● ABOUT THIS TASK: Every line of the data that contains the string "banner" must be copied.

STUDY MATERIAL Start Marker

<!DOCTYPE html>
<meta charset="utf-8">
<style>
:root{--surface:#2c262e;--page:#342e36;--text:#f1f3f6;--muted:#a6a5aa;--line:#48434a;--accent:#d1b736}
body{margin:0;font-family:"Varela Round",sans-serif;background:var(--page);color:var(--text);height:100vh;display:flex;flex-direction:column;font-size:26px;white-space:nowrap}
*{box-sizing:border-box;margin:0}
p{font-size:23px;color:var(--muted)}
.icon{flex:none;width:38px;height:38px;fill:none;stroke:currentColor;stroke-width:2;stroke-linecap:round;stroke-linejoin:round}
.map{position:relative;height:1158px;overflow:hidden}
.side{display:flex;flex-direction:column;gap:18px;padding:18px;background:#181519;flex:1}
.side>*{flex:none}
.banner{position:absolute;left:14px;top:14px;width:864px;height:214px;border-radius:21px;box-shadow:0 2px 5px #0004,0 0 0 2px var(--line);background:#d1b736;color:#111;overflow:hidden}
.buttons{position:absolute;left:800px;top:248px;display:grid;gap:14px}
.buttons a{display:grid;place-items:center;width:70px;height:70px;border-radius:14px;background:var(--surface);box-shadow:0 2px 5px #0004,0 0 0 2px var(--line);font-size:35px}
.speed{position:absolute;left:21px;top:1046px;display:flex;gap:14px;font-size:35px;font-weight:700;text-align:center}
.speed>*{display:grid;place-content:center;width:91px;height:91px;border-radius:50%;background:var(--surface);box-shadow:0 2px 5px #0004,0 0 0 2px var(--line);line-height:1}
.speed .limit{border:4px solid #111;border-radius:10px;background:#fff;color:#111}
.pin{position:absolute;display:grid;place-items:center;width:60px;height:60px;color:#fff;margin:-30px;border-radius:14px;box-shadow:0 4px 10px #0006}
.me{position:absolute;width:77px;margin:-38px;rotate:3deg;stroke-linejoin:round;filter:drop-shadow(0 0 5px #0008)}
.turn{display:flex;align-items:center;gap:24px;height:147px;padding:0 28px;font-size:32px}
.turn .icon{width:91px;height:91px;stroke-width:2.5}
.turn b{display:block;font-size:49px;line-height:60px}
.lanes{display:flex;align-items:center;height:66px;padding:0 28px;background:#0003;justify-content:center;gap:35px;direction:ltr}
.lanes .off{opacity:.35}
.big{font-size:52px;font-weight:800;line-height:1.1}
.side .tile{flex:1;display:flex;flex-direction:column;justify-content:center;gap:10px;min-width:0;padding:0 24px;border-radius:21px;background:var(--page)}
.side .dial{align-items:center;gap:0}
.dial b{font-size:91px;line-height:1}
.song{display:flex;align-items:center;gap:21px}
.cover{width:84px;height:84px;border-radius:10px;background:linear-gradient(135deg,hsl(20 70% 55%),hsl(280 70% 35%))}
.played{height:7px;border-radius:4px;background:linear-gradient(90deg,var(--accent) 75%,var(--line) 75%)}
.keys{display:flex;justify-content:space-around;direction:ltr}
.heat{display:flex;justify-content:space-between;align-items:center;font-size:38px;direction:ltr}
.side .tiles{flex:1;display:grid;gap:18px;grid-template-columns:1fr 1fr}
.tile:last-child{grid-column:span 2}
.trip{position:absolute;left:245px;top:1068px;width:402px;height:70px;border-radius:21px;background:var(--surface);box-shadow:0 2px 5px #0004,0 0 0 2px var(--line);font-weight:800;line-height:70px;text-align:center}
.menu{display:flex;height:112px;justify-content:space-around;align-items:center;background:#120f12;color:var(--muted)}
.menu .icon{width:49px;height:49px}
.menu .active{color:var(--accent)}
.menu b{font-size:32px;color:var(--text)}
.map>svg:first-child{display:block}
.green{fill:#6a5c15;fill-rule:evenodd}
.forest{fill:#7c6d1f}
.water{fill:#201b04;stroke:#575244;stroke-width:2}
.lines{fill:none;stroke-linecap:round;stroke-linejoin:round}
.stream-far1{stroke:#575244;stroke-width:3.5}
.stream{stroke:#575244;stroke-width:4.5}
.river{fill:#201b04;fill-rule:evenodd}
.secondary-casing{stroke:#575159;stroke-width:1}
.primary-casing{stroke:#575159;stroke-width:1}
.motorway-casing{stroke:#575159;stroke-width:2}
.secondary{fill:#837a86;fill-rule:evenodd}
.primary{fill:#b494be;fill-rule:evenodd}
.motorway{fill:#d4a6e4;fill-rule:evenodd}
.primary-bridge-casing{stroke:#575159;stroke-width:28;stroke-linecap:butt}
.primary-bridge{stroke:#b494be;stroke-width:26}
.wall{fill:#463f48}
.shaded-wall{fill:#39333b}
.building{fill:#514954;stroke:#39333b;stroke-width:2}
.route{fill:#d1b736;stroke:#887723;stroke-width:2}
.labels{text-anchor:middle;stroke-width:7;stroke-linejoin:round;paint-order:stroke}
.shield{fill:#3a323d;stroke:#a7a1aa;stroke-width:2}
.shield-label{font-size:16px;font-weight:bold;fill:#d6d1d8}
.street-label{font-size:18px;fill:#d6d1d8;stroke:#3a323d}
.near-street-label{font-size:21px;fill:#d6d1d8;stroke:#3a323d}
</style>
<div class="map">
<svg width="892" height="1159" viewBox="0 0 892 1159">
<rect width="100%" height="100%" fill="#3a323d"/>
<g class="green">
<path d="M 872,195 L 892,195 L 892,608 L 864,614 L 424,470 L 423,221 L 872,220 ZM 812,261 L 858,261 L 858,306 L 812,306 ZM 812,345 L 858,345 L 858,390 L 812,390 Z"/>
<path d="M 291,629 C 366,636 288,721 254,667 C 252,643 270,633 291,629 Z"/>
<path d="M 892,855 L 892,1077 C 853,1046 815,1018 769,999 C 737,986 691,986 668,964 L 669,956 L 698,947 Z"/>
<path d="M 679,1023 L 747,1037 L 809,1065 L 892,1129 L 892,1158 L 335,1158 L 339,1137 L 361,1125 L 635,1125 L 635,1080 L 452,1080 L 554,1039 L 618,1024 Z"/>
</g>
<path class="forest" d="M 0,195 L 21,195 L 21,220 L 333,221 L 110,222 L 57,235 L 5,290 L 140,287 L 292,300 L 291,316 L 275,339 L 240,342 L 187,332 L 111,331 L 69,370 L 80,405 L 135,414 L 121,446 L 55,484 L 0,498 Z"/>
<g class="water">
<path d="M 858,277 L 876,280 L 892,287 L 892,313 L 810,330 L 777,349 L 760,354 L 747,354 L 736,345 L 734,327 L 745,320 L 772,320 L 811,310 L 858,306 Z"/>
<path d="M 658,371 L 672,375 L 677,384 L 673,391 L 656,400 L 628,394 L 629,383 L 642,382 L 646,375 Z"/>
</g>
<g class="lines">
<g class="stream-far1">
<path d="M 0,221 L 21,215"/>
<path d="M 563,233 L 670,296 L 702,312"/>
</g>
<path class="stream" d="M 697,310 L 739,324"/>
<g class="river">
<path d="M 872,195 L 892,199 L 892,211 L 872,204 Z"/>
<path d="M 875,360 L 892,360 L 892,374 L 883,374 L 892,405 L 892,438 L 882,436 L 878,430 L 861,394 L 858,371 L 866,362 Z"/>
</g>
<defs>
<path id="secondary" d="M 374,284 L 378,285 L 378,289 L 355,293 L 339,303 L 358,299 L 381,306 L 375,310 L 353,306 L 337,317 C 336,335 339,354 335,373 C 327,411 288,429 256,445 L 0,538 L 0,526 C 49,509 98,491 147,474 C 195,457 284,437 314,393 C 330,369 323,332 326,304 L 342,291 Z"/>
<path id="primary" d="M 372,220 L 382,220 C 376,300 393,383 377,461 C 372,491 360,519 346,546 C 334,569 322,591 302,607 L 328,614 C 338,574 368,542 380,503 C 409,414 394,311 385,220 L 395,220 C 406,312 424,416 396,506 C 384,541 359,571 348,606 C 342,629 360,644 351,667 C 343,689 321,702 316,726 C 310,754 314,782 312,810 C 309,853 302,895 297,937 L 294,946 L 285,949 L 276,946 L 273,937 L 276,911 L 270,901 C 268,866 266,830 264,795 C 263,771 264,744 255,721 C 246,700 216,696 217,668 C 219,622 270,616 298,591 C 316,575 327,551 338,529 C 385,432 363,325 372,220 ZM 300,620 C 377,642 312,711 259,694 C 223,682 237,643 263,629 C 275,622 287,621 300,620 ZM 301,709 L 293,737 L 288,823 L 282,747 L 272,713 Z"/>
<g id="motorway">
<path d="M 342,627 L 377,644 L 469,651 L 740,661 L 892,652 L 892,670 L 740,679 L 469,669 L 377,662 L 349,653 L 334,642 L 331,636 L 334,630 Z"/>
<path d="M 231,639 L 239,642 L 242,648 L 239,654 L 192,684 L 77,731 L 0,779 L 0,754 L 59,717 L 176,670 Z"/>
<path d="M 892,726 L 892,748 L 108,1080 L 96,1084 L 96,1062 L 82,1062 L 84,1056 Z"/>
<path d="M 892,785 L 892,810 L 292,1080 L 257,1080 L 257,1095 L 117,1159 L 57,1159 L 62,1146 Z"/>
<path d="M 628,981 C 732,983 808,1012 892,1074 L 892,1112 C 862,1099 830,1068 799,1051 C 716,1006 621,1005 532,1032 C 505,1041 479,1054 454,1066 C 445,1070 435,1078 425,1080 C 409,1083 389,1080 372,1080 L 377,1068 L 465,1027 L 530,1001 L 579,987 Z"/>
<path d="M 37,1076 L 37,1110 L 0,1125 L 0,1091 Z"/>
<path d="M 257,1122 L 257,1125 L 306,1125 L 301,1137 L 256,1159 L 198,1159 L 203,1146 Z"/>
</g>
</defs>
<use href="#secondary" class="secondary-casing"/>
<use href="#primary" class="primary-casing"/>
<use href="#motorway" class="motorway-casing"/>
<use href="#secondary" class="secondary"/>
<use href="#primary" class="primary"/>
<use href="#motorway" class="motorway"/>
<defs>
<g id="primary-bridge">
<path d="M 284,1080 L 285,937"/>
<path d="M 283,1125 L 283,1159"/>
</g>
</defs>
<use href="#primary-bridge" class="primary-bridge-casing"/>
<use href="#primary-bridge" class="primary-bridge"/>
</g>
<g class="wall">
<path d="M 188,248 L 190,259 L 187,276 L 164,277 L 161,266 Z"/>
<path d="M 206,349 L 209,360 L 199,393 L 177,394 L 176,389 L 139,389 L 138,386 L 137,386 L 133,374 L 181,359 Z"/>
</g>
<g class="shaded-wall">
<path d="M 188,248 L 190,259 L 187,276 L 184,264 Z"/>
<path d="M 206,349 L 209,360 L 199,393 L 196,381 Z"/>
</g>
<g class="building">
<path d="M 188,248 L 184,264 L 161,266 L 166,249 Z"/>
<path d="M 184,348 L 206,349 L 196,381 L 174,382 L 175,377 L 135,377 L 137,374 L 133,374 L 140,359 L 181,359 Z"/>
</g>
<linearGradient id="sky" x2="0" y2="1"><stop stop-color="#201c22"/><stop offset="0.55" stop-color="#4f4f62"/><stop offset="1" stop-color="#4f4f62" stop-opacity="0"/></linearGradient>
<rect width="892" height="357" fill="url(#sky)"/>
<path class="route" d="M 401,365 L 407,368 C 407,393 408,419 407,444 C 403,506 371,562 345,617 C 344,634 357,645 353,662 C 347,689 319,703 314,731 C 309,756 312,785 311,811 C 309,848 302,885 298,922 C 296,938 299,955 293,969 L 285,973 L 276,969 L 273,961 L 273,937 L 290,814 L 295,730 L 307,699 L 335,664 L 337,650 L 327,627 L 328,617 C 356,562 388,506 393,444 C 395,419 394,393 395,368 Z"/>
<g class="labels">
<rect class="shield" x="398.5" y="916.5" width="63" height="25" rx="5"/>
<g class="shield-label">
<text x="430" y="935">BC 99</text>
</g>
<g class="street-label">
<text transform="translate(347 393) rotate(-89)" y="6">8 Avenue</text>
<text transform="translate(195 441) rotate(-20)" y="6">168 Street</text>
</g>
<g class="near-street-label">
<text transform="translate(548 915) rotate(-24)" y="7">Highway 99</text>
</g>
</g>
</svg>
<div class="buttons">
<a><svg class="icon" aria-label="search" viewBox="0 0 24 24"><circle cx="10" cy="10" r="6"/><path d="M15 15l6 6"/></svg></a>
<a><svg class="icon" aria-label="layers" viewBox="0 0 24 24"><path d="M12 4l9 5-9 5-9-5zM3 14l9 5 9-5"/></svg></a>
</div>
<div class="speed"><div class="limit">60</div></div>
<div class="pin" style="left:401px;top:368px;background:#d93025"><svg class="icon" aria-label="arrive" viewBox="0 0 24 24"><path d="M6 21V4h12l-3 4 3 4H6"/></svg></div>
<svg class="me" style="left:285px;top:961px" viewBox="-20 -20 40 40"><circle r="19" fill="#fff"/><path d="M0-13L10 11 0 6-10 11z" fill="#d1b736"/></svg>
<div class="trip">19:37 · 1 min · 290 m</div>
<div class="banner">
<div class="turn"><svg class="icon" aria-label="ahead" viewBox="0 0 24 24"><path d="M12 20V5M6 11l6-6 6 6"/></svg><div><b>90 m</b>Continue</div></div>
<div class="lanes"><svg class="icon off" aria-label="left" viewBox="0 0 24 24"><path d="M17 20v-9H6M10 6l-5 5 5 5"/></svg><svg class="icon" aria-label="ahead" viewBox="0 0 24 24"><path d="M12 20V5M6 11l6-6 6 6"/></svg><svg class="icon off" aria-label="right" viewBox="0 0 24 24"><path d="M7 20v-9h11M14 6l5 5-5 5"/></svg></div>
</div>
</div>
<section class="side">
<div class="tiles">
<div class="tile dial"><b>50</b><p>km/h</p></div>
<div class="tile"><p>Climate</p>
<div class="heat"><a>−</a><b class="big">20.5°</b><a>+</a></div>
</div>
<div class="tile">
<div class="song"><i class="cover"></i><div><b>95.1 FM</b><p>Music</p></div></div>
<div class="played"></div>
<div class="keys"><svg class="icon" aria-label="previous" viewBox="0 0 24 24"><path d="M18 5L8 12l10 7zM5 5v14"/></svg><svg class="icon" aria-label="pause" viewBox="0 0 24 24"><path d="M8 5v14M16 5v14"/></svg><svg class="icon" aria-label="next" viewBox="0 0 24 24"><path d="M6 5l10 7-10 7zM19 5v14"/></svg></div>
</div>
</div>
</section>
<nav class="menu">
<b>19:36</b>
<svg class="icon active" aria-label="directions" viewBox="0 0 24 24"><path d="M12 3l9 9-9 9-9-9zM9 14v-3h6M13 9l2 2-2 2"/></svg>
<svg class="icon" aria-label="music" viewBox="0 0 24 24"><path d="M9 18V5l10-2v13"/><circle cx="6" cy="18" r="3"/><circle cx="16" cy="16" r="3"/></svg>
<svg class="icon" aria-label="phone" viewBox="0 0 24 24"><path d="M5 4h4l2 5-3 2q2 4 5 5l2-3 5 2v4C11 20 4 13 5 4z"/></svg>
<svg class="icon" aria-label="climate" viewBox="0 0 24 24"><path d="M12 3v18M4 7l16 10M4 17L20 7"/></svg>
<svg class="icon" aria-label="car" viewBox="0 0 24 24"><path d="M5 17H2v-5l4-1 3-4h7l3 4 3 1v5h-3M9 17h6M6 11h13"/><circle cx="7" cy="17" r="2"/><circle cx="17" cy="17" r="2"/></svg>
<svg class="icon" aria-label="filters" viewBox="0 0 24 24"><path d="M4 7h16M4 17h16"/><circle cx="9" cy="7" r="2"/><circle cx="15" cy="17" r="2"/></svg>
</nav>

STUDY MATERIAL End Marker

● TASK ANSWER:
.banner{position:absolute;left:14px;top:14px;width:864px;height:214px;border-radius:21px;box-shadow:0 2px 5px #0004,0 0 0 2px var(--line);background:#d1b736;color:#111;overflow:hidden}
<div class="banner">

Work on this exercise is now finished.